The primary compound in cannabis that causes addiction is THC. However, CBD can reduce THC’s addictive effects by interacting with CB1 receptors in the body in a way that lessens THC’s ability to bind, thereby blocking some of its activity.

CBD can also help with marijuana withdrawal by reducing anxiety and restoring standard sleep patterns.

In recent years, the THC content of cannabis has been increasing, meaning that marijuana addiction could become even more prevalent in the future. Therefore, regular cannabis users must be aware of just how strong their marijuana strain is to avoid developing problems later on. Users that smoke cannabis with a high THC content may want to supplement with a rich CBD strain.

How to Use CBD to Address Withdrawal Symptoms

There is some suggestion that the most natural way to get CBD is by smoking cannabis. However, if a consumer does this, they may consume CBD and the potentially addictive substance THC. Consumers may not be sure how much CBD they are getting in each inhale.

The best way to get a steady amount of CBD is through a specially formulated CBD product, and there are plenty on the market to choose from.

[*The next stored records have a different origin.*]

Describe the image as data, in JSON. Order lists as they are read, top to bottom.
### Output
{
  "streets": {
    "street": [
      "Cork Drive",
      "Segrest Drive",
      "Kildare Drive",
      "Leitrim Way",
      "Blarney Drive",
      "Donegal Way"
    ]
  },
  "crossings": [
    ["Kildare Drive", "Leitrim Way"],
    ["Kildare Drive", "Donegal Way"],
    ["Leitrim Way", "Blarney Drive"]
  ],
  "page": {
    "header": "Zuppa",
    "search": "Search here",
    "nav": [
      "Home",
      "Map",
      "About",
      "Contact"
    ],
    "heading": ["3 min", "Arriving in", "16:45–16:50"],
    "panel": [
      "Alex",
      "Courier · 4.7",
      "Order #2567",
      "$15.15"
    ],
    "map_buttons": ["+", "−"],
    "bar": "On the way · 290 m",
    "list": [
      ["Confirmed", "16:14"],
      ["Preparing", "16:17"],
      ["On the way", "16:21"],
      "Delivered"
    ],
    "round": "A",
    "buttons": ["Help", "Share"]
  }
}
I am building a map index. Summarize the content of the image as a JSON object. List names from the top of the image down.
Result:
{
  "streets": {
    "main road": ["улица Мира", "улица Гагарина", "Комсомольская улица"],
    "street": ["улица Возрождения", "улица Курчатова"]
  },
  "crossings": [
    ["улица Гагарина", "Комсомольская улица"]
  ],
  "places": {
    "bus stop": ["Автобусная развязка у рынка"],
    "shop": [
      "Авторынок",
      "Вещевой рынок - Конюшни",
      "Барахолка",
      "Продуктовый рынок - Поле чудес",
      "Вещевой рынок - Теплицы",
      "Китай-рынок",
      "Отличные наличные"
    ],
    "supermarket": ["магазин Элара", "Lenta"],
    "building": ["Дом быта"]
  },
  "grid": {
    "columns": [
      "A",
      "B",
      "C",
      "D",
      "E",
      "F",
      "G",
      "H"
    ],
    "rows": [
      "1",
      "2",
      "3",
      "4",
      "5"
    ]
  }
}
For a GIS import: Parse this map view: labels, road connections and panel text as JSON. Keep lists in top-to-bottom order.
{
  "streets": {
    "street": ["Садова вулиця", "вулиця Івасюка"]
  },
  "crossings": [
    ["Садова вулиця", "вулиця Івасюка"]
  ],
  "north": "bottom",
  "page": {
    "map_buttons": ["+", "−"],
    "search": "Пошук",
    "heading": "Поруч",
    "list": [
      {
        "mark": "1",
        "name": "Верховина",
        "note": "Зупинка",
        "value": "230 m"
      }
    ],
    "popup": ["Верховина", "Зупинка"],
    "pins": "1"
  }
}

CBD is available as an oil and as pre-made edibles, chewing gum, softgels, and more. Whichever product consumers choose, they should always read the instructions carefully before using the product. Consumers should begin with the minimum amount per day and gradually build up according to individual needs.

Although CBD may help with symptoms of addiction, it is not a substitute for proper medical care. If someone is battling addiction, they should always speak with a qualified healthcare professional.